- _Directions_
In the records, find every line with the word "bottom" and copy it out.

- _Information given_

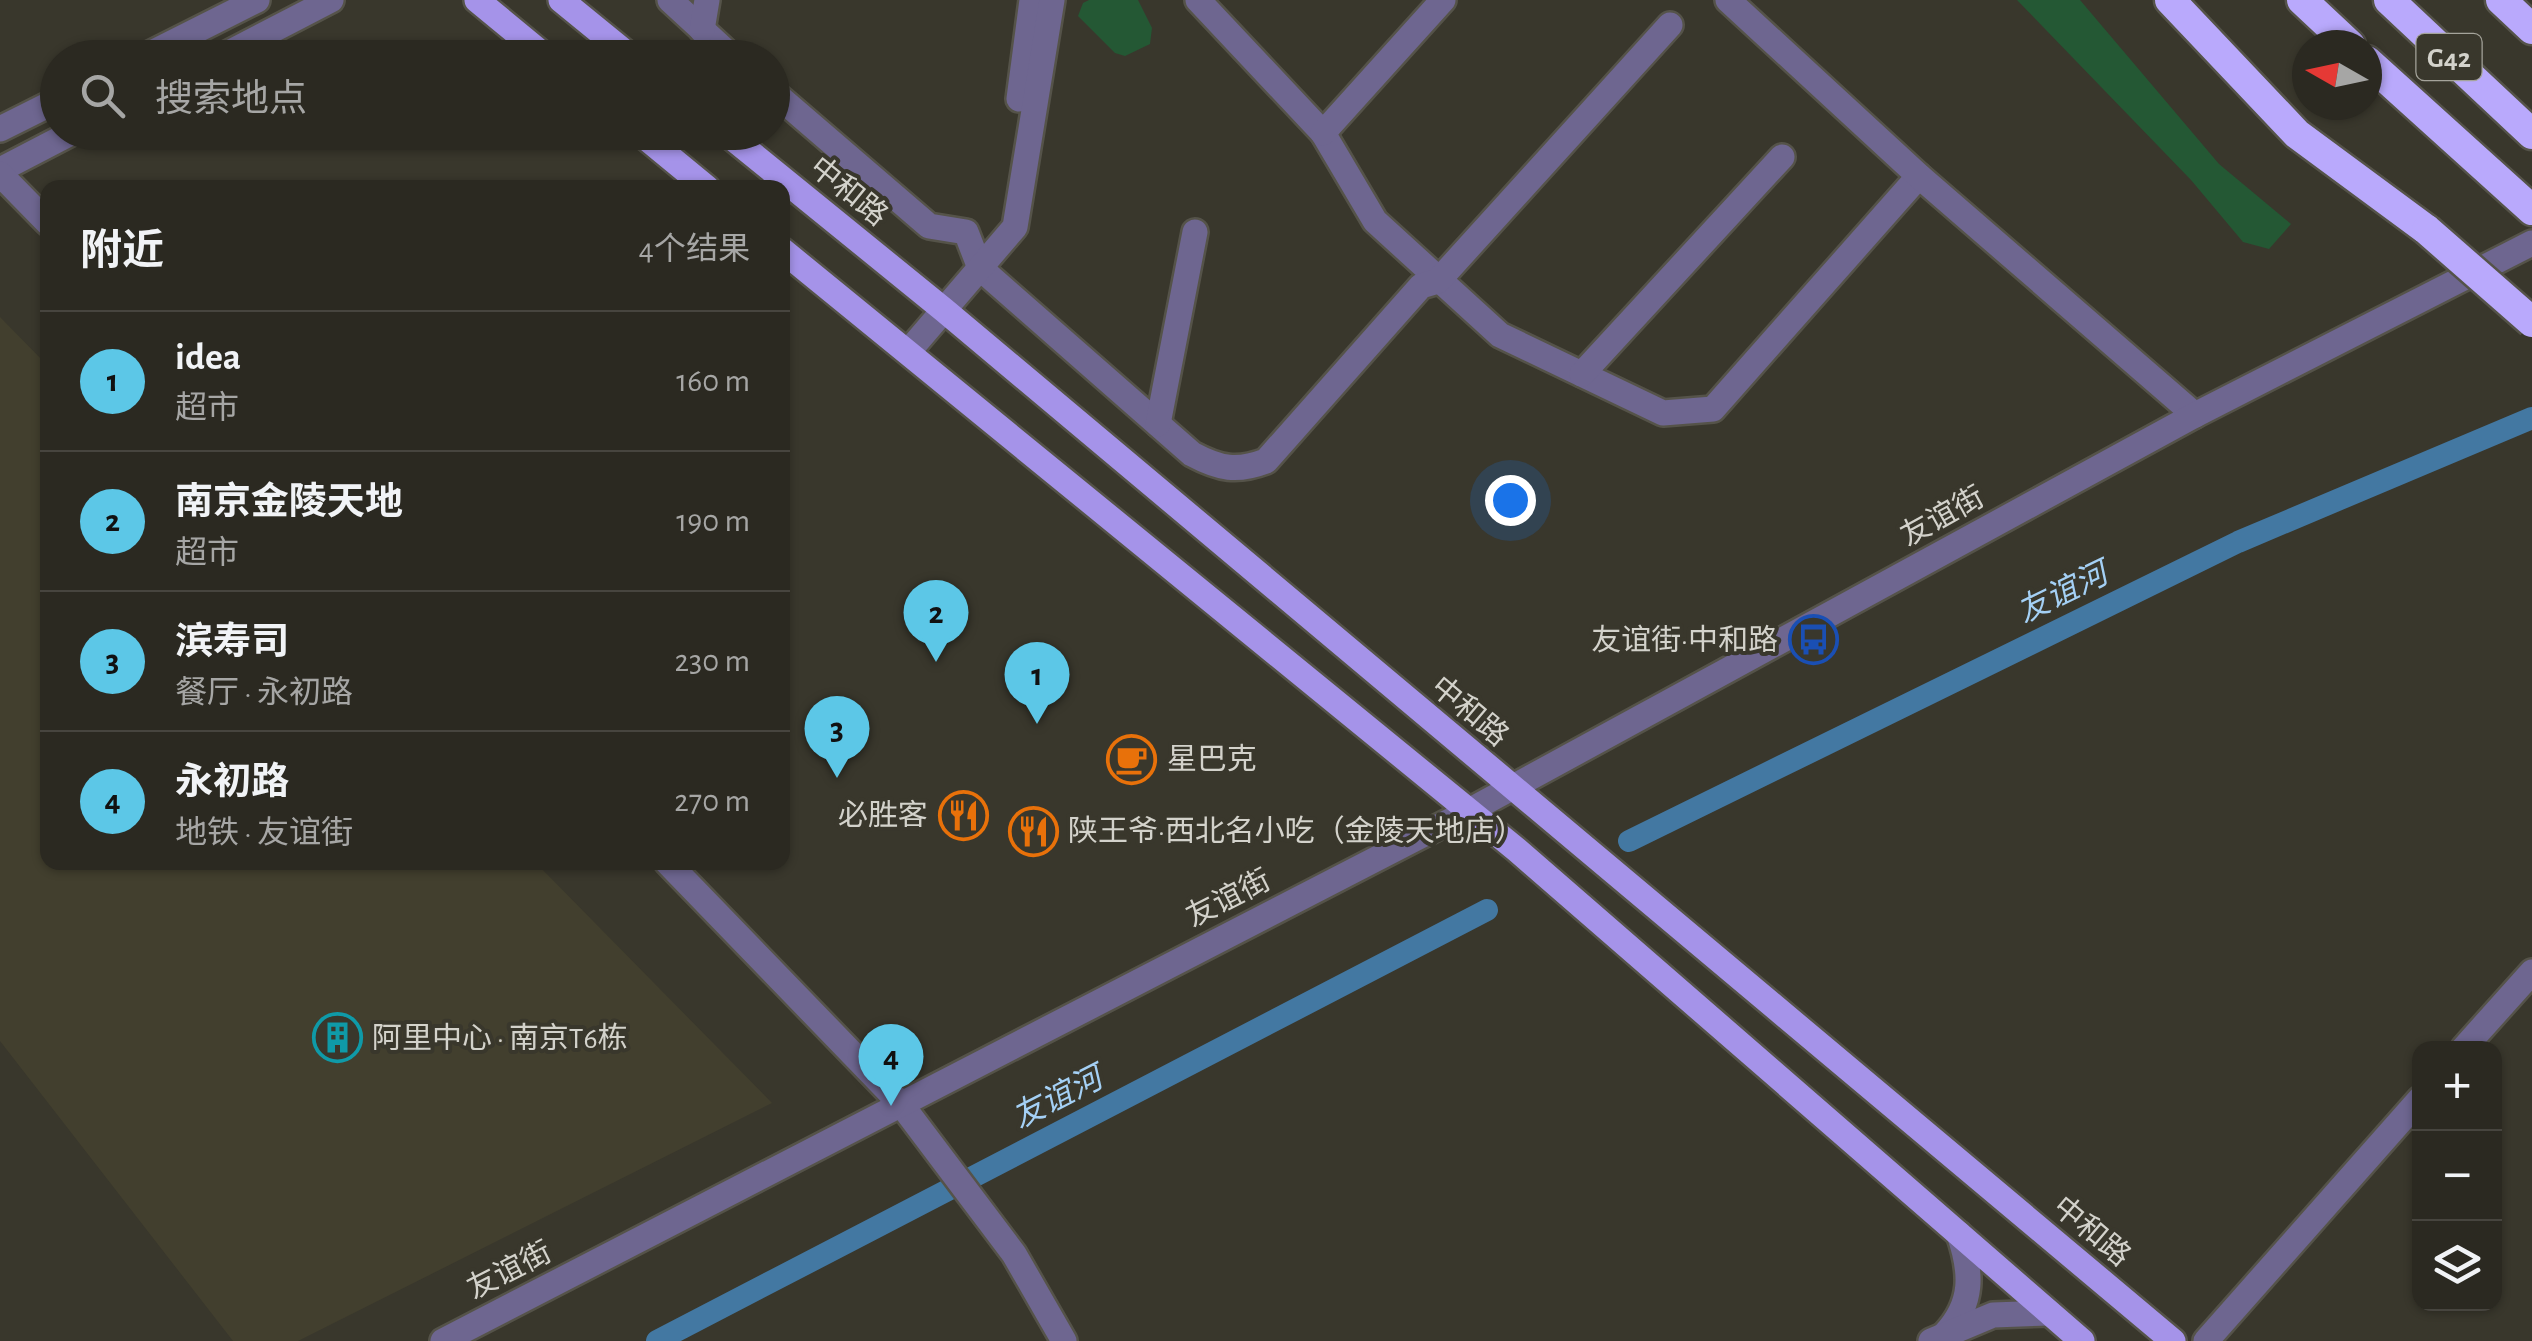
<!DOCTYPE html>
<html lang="zh">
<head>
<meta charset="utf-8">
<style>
	body { margin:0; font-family:"Alegreya Sans","Noto Sans SC",sans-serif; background:#33312a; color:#f1f3f6 }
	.controls { position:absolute; right:30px; bottom:30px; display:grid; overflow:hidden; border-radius:20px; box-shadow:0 2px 8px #0004 }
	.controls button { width:90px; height:90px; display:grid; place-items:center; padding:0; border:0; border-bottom:2px solid #47453f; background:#2b2921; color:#f1f3f6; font:50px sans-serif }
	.compass { position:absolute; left:2292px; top:30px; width:90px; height:90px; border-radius:50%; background:#2b2921; box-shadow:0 2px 8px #0004; rotate:279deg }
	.you { position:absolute; left:1510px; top:500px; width:35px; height:35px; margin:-25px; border:8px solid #fff; border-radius:50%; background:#1a73e8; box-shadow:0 0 0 15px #1a73e833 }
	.badge { display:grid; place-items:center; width:65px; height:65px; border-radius:50%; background:#5cc7e7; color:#111; font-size:32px; font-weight:700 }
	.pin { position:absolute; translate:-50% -82px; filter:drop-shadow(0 2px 5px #0008) }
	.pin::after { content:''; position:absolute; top:52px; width:35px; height:30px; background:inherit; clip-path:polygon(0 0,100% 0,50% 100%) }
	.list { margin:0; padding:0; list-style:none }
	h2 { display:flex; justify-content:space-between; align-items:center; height:130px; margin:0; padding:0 40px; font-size:42px }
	h2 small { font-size:32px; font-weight:400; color:#a6a6a5 }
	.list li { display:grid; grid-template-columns:65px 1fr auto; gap:30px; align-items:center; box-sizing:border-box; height:140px; padding:0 40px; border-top:2px solid #47453f }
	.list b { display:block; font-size:38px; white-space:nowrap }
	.list p { margin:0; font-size:32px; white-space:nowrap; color:#a6a6a5 }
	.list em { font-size:32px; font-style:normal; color:#a6a6a5 }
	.icon { flex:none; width:55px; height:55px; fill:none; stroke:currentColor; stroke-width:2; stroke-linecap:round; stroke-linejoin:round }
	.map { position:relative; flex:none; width:2532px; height:1341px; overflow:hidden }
	.search { position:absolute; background:#2b2921; box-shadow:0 2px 8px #0004; left:40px; top:40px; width:750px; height:110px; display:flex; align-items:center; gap:25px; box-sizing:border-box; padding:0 35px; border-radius:55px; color:#a6a6a5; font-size:38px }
	.panel { position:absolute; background:#2b2921; box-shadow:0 2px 8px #0004; left:40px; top:180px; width:750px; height:690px; border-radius:20px }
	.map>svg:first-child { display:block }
</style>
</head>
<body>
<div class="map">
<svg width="2532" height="1341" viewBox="0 0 2532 1341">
	<rect width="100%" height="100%" fill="#39372c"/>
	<!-- built -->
	<path fill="#423f2e" d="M0,317L47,365L48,862L536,863L772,1103L298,1341H233L0,1041Z"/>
	<!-- green -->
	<g fill="#245834">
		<path d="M1089,0H1138L1152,28L1150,44L1125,56L1115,53L1078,16L1083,3Z"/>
		<path d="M2017,0H2080L2219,164L2291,224L2269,249L2243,242L2191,180Z"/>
	</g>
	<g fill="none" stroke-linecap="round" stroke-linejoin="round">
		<!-- canal -->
		<g stroke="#4378a2" stroke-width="22">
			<path d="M1629,841L2238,542L2532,418"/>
			<path d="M657,1341L1487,910"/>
		</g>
		<defs>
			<g id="minor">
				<path d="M670,0L733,58"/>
				<path d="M1198,0L1323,133L1375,221L1500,335L1663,413L1713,409L1919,176"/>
				<path d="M1728,0L1919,176L2195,415"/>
				<path d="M702,30L707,0"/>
				<path d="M142,58L257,0"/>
				<path d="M219,58L331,0"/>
				<path d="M772,91L929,226L966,232L980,268L1192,454C1220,469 1237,472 1266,461L1421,286L1438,281L1670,25"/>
				<path d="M1019,99L1032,0"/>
				<path d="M0,129L58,100"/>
				<path d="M1323,133L1443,0"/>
				<path d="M0,170L73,132"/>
				<path d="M0,174L48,223"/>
				<path d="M908,352L1015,227L1052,0"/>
				<path d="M1582,374L1782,157"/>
				<path d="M1158,424L1195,232"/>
				<path d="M667,862L901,1104L1014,1254L1064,1341"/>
				<path d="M2464,1048L2532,972"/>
				<path d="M1945,1334C1974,1303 1972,1272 1959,1234"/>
				<path d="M443,1341L1469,811L2195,415L2532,243"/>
				<path d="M1931,1341L1993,1315L2049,1313"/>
				<path d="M2206,1341L2420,1099"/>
			</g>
			<g id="major">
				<path d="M477,0L547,58"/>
				<path d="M561,0L632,58"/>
				<path d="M639,132L707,188"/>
				<path d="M725,132L944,310L2173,1341"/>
				<path d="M782,250L1517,850L2082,1341"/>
			</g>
			<g id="highway">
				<path d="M2170,0L2297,134L2427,230"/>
				<path d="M2302,0L2350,45"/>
				<path d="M2389,0L2532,134"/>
				<path d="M2501,0L2532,29"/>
				<path d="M2367,61L2532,210"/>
			</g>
		</defs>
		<!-- minor casing -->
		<use href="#minor" stroke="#555349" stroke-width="30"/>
		<!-- major casing -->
		<use href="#major" stroke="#555349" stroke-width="30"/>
		<!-- highway casing -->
		<use href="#highway" stroke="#555349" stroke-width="35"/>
		<!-- minor -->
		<use href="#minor" stroke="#6e6690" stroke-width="25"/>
		<!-- major -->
		<use href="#major" stroke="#a593e9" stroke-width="25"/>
		<!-- highway -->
		<use href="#highway" stroke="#b9a9fc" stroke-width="30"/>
		<defs>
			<path id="highway-bridge" d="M2427,230L2532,322"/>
		</defs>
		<!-- highway-bridge casing -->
		<use href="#highway-bridge" stroke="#555349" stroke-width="35" stroke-linecap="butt"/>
		<!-- highway-bridge -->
		<use href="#highway-bridge" stroke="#b9a9fc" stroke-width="30"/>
	</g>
	<!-- icons -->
	<defs>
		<symbol id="bus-ring" viewBox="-11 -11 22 22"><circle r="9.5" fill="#39372c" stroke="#1a4fb4" stroke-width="1.5"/><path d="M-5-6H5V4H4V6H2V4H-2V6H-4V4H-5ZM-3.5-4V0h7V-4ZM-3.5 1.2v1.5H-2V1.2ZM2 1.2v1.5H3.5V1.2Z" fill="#1a4fb4"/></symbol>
		<symbol id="cafe-ring" viewBox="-11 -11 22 22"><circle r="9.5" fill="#39372c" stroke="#e8710a" stroke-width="1.5"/><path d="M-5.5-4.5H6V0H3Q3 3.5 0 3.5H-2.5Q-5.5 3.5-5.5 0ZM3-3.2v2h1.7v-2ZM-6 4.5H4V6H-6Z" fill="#e8710a"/></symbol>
		<symbol id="restaurant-ring" viewBox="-11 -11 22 22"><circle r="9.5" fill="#39372c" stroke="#e8710a" stroke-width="1.5"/><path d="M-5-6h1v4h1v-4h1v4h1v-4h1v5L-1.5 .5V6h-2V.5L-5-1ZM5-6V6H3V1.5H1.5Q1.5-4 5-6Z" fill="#e8710a"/></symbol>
		<symbol id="building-ring" viewBox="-11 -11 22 22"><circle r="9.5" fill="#39372c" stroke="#0f9aa8" stroke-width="1.5"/><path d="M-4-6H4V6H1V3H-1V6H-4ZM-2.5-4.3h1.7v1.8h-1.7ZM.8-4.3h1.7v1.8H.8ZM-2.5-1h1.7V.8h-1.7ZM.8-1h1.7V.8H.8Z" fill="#0f9aa8"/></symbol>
	</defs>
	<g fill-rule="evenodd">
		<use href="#bus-ring" x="1786" y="612" width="55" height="55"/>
		<use href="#cafe-ring" x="1104" y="732" width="55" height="55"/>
		<use href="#restaurant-ring" x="936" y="788" width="55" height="55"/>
		<use href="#restaurant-ring" x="1006" y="804" width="55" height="55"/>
		<use href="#building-ring" x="310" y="1010" width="55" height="55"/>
	</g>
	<g text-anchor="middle" stroke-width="8" stroke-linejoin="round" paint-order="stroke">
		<!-- shield labels -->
		<rect fill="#39372c" stroke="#a5a49b" stroke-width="2.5" x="2416.5" y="34" width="65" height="46" rx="8"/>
		<g font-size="28" font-weight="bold" fill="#d3d2cb">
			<text x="2449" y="67">G42</text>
		</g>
		<!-- street labels -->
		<g font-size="30" fill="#d3d2cb" stroke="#39372c">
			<text transform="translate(849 191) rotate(39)" y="10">中和路</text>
			<text transform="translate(1942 516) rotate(-29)" y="10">友谊街</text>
			<text transform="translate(1470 711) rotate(40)" y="10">中和路</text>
			<text transform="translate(1228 898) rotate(-27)" y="10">友谊街</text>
			<text transform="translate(2092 1231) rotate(40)" y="10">中和路</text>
			<text transform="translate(509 1270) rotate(-27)" y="10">友谊街</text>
		</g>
		<!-- poi labels -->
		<g font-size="30" fill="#d3d2cb" stroke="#39372c" text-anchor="start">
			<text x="1778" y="650" text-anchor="end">友谊街·中和路</text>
			<text x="1167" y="769">星巴克</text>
			<text x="928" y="825" text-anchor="end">必胜客</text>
			<text x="1068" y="841">陕王爷·西北名小吃（金陵天地店）</text>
			<text x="372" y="1048">阿里中心 · 南京T6栋</text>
		</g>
		<!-- water labels -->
		<g font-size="32" font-style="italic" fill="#a4d0f5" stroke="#39372c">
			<text transform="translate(2062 592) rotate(-26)" y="11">友谊河</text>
			<text transform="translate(1057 1097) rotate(-27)" y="11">友谊河</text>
		</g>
	</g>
</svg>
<div class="controls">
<button>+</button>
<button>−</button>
<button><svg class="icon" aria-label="layers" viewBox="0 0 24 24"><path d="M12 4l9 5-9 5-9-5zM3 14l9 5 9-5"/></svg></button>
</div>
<svg class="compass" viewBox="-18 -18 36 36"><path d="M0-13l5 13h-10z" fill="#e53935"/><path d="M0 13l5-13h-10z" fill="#a6a6a5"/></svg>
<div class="you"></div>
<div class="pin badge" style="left:1037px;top:724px">1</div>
<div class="pin badge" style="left:936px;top:662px">2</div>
<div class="pin badge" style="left:837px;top:778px">3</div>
<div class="pin badge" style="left:891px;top:1106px">4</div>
<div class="search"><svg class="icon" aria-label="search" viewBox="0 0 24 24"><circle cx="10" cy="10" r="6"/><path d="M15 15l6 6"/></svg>搜索地点</div>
<section class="panel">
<h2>附近<small>4个结果</small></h2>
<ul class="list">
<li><span class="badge">1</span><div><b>idea</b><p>超市</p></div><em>160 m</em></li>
<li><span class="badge">2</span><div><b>南京金陵天地</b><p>超市</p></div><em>190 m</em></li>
<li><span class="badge">3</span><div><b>滨寿司</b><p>餐厅 · 永初路</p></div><em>230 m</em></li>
<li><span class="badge">4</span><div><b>永初路</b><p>地铁 · 友谊街</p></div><em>270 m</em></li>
</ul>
</section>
</div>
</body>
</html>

- _Answer to this problem_
	.controls { position:absolute; right:30px; bottom:30px; display:grid; overflow:hidden; border-radius:20px; box-shadow:0 2px 8px #0004 }
	.controls button { width:90px; height:90px; display:grid; place-items:center; padding:0; border:0; border-bottom:2px solid #47453f; background:#2b2921; color:#f1f3f6; font:50px sans-serif }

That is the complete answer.